Pick out every line in the data below that holds "lists".

Segment Start: Data supplied

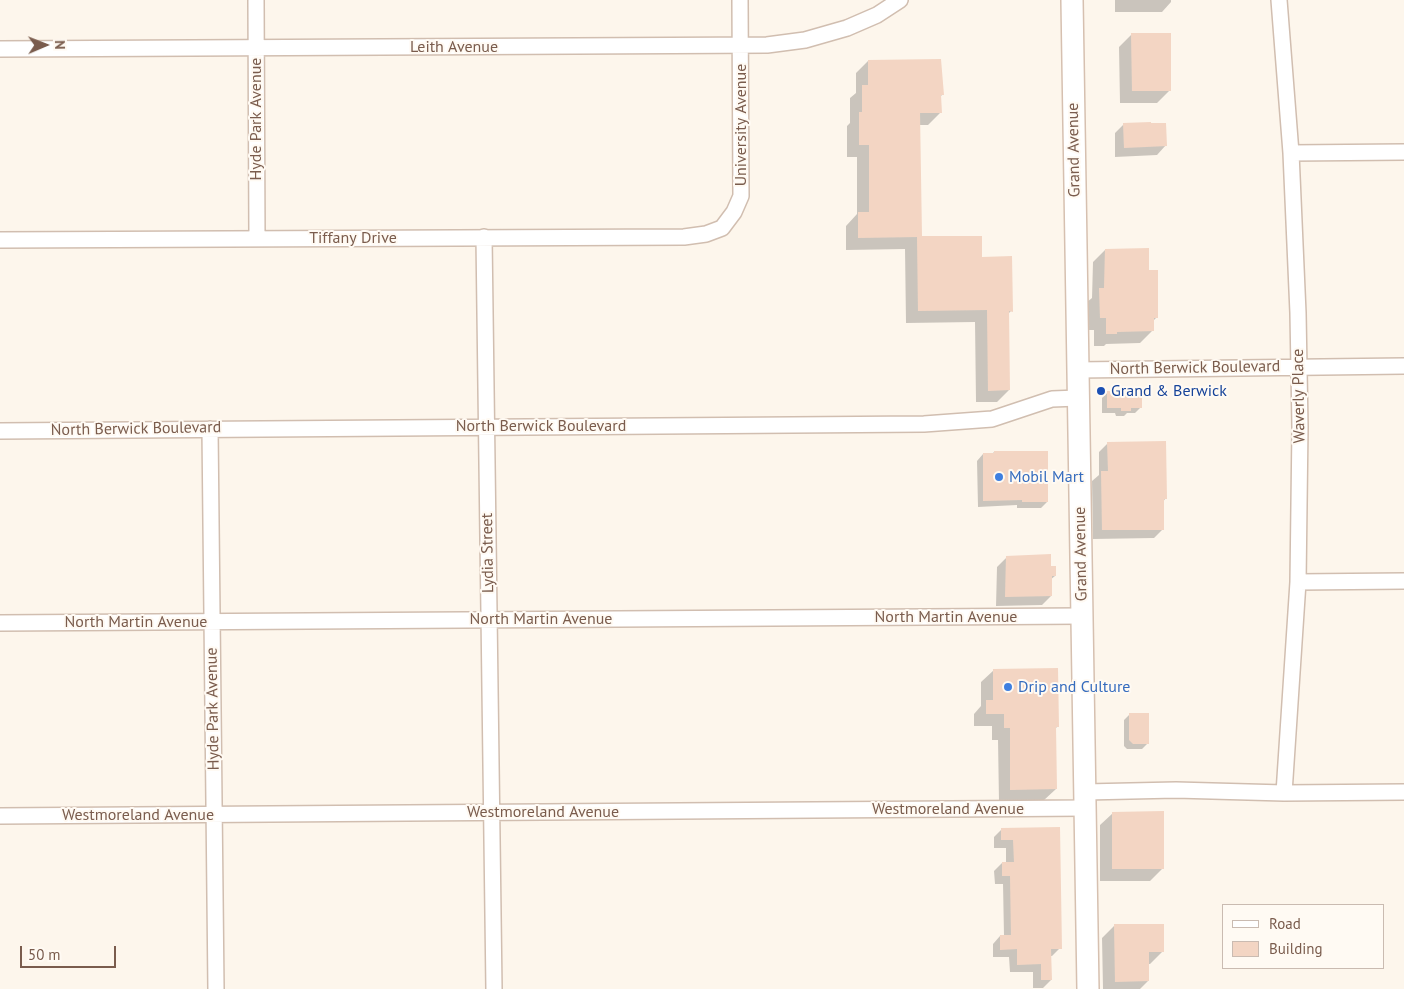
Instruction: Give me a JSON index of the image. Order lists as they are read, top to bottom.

Segment End: Data supplied
Segment Start: Data supplied

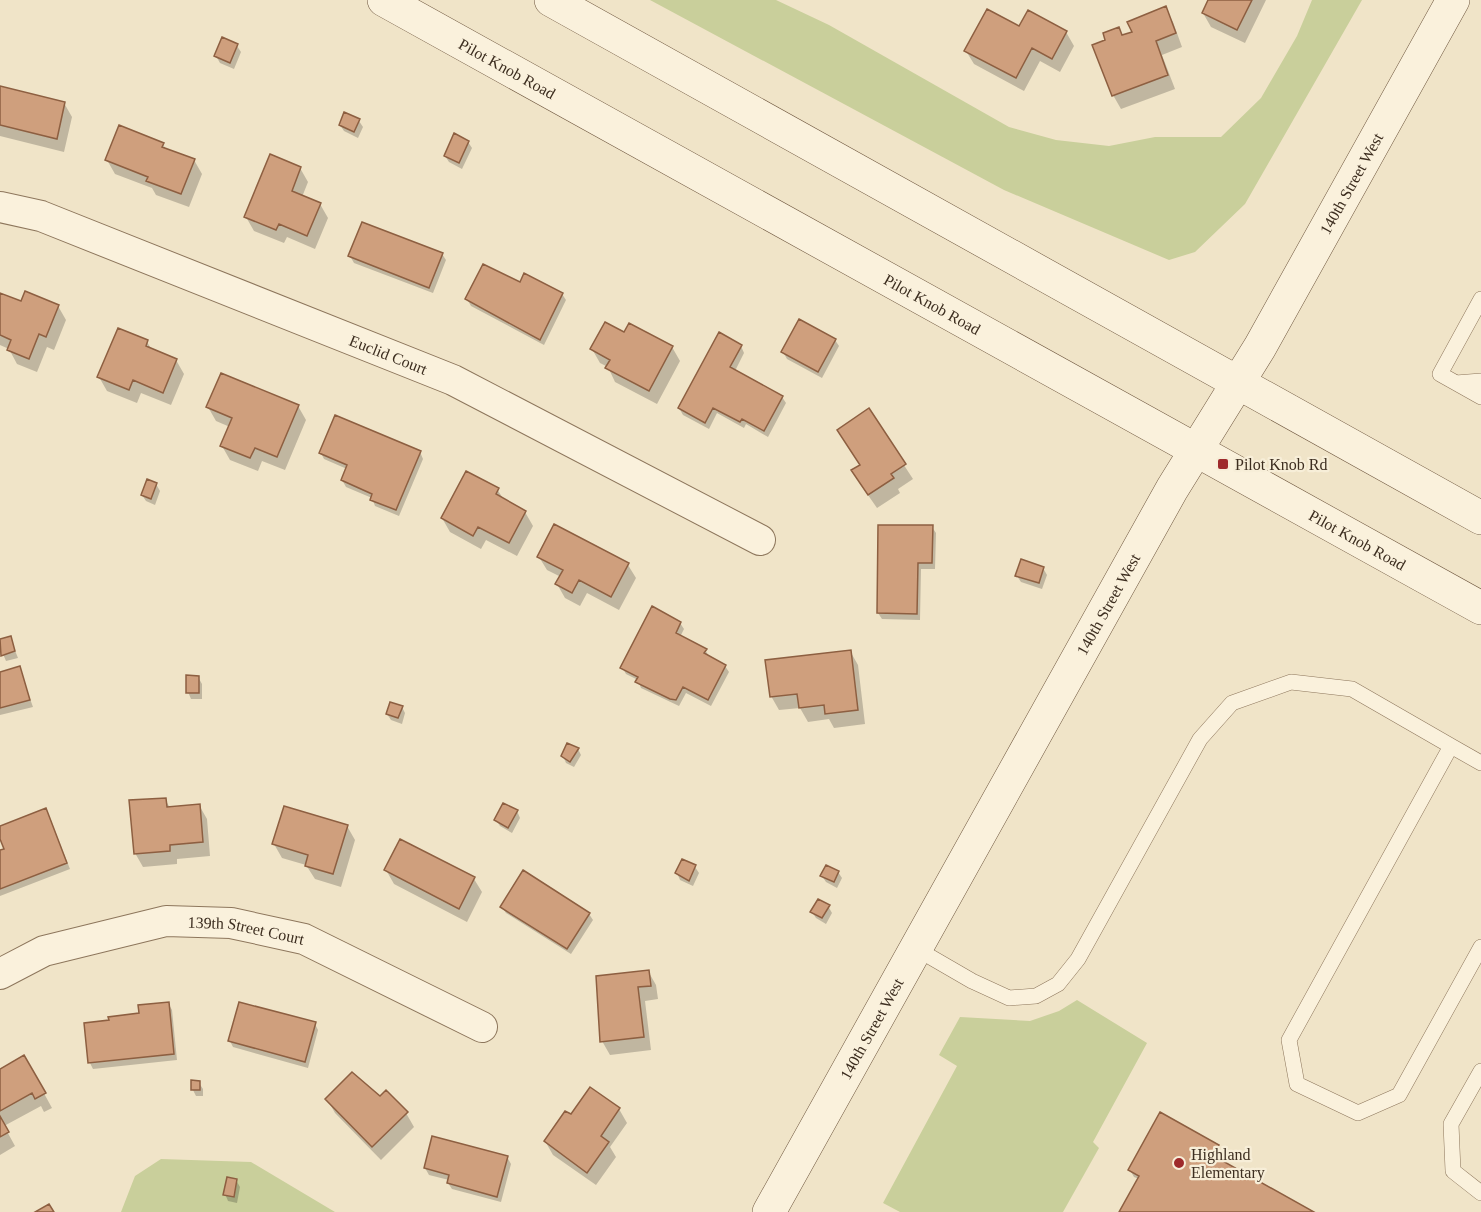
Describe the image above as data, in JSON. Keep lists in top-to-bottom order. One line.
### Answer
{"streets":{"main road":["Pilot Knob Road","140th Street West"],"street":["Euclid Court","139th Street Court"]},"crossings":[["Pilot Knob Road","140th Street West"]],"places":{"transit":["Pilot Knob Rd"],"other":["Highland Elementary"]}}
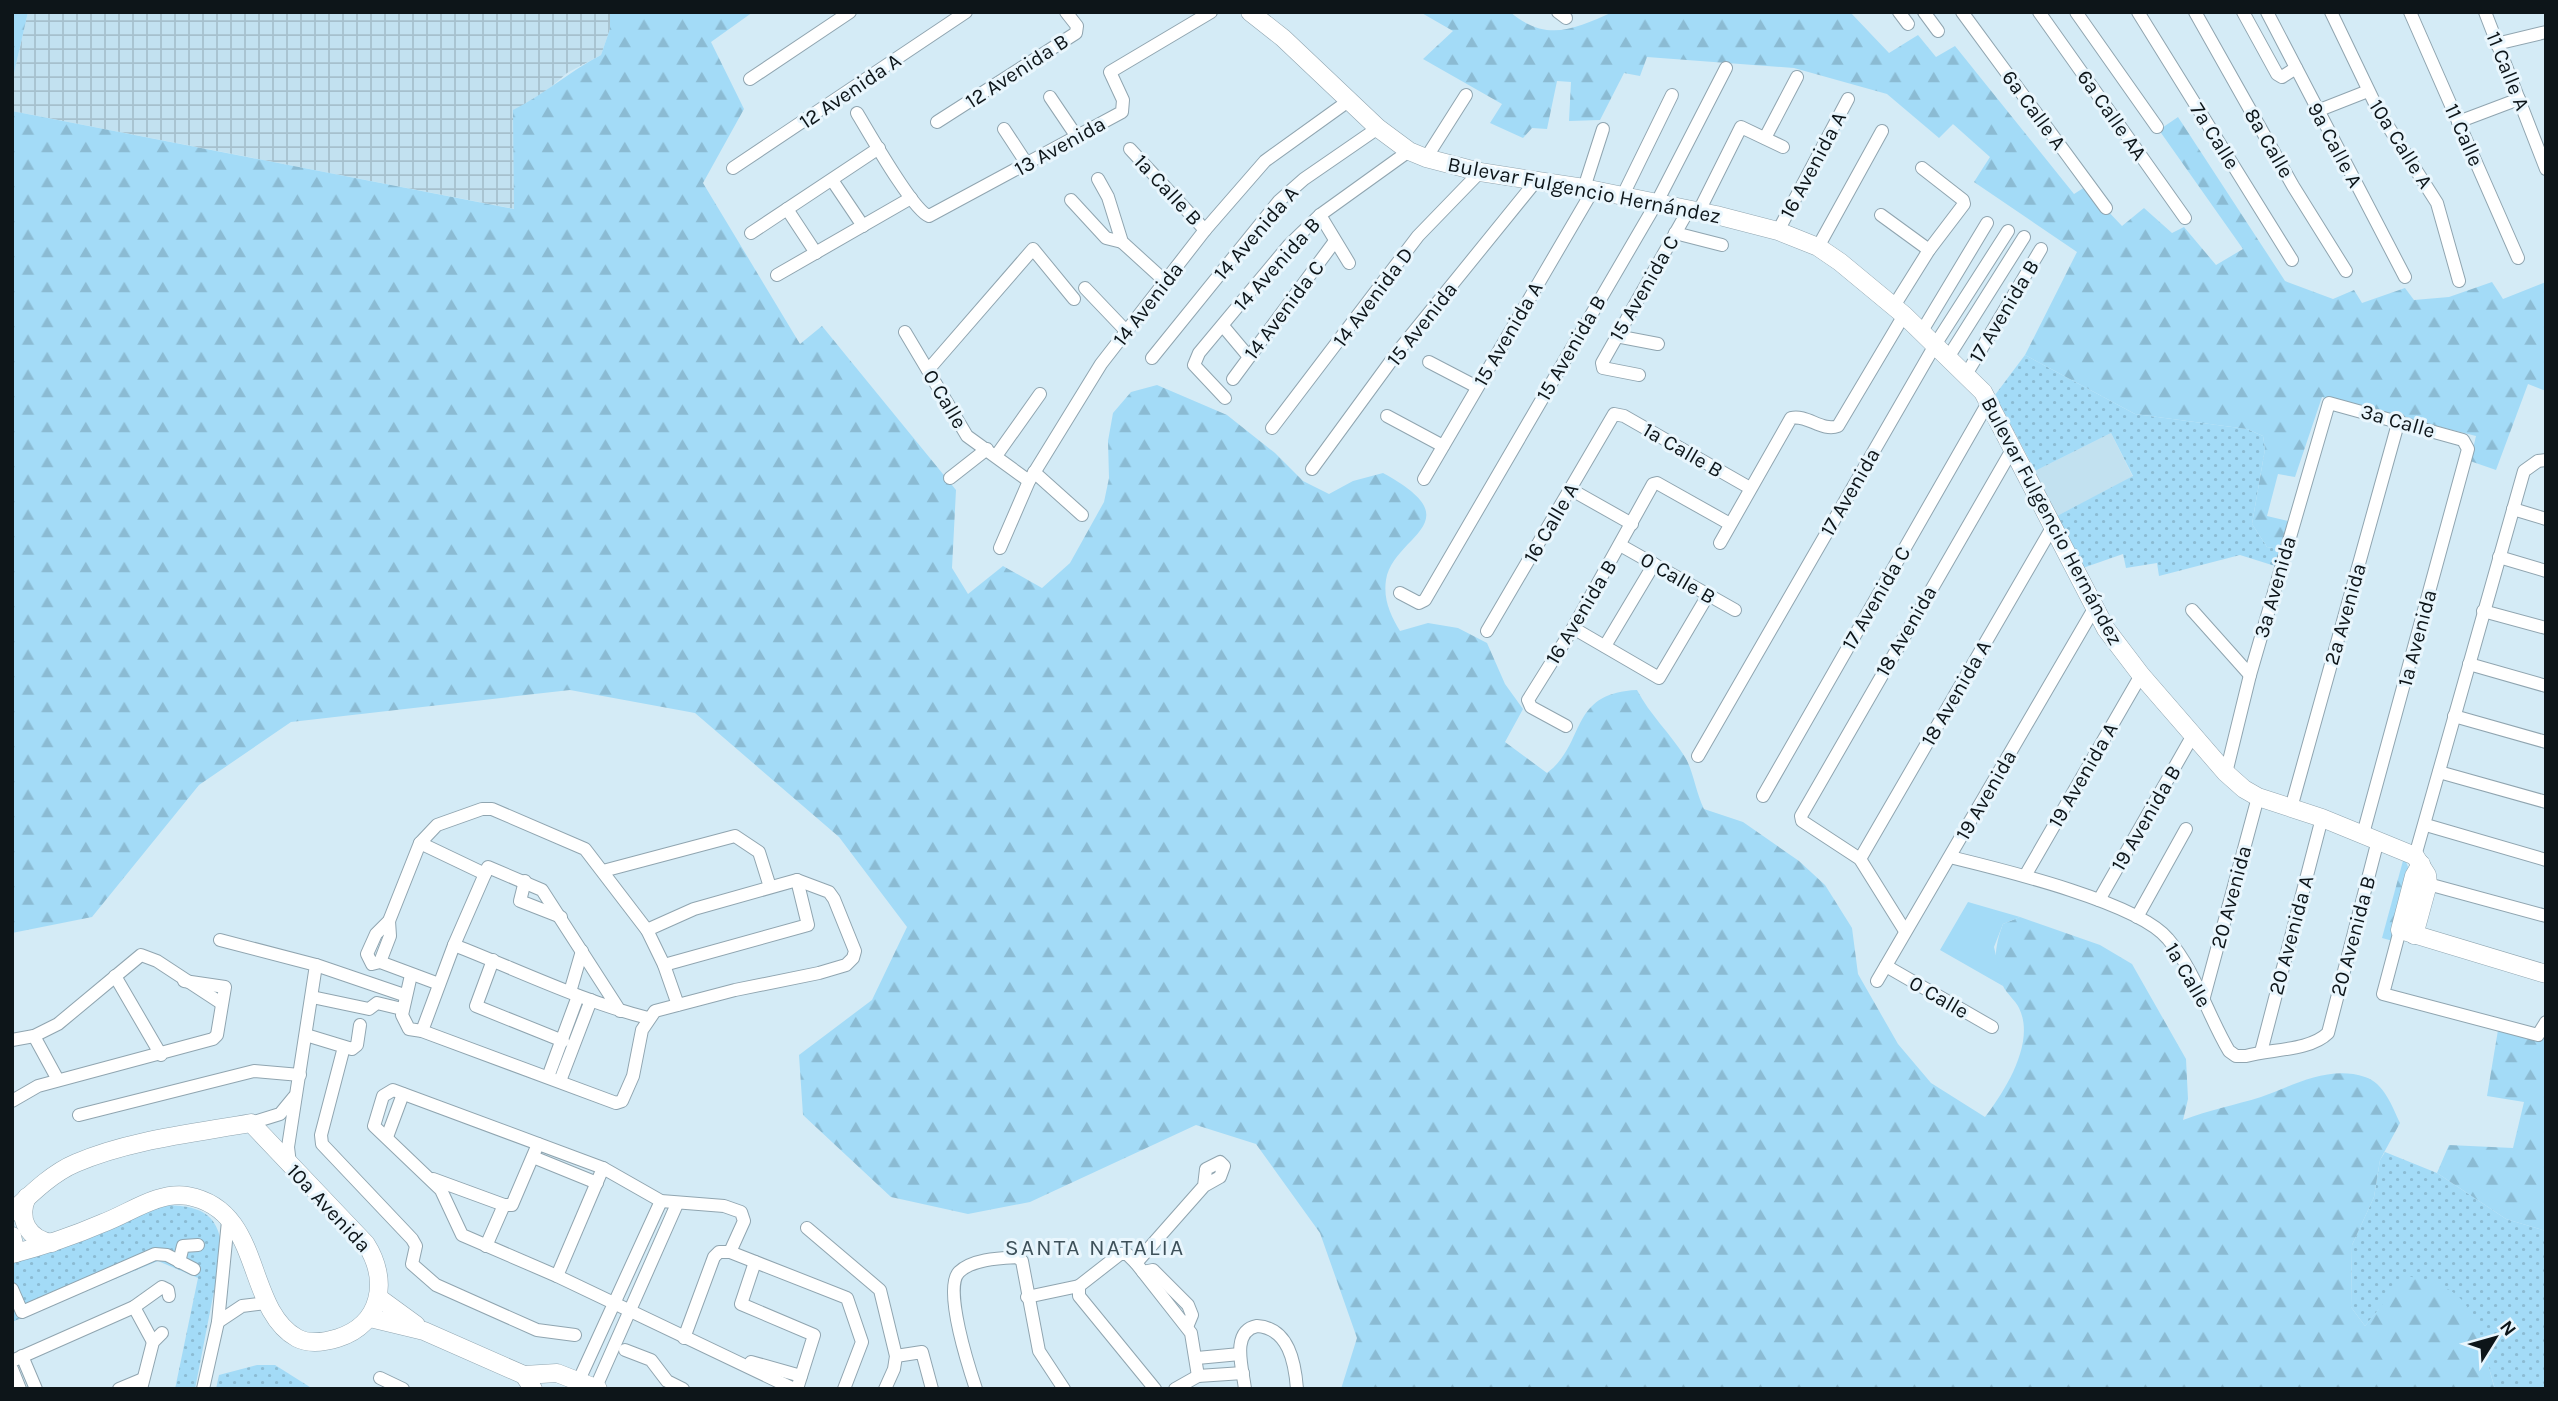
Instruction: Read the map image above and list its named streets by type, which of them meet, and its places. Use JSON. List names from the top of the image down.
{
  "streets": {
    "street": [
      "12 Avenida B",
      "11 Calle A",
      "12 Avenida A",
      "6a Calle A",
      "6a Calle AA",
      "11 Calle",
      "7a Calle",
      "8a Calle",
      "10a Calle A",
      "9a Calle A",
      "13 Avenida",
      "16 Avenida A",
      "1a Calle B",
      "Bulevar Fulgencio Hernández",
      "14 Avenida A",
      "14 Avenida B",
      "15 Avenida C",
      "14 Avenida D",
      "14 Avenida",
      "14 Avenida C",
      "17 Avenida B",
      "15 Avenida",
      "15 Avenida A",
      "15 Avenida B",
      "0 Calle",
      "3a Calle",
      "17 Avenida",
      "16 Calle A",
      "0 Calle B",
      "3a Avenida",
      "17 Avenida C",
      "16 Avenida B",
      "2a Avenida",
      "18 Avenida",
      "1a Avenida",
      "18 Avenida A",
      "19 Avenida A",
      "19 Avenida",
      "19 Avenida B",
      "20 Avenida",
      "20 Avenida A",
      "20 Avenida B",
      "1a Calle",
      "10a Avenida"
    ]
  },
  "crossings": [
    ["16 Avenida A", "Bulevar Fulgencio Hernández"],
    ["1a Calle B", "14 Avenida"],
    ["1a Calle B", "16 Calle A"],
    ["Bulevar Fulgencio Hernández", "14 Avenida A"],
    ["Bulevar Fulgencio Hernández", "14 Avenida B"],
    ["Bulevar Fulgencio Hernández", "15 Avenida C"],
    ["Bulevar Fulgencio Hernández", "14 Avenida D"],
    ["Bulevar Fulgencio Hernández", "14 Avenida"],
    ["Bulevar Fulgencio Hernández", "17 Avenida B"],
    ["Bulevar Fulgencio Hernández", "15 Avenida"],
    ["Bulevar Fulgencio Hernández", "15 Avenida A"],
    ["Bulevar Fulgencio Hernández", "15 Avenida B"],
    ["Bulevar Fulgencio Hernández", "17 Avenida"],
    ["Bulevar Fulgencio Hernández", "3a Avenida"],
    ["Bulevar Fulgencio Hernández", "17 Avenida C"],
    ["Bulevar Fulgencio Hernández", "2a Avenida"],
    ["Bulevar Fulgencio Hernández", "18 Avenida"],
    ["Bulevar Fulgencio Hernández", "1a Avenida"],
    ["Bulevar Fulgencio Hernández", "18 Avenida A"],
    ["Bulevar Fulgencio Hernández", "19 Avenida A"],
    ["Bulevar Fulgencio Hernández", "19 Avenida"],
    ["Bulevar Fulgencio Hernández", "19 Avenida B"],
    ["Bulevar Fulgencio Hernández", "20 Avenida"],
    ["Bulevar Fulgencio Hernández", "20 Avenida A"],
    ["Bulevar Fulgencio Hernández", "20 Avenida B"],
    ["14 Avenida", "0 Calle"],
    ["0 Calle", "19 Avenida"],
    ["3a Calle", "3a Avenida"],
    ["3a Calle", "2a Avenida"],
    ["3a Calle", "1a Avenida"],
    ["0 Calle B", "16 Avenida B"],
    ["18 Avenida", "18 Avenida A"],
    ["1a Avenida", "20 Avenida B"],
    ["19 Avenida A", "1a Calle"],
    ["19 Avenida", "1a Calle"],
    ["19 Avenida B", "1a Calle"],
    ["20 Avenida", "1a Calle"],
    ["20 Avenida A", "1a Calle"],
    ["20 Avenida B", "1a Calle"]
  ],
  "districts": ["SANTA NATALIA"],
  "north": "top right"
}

Segment End: Data supplied

:: Solution for this exercise ::
Instruction: Give me a JSON index of the image. Order lists as they are read, top to bottom.
Describe the image above as data, in JSON. Keep lists in top-to-bottom order. One line.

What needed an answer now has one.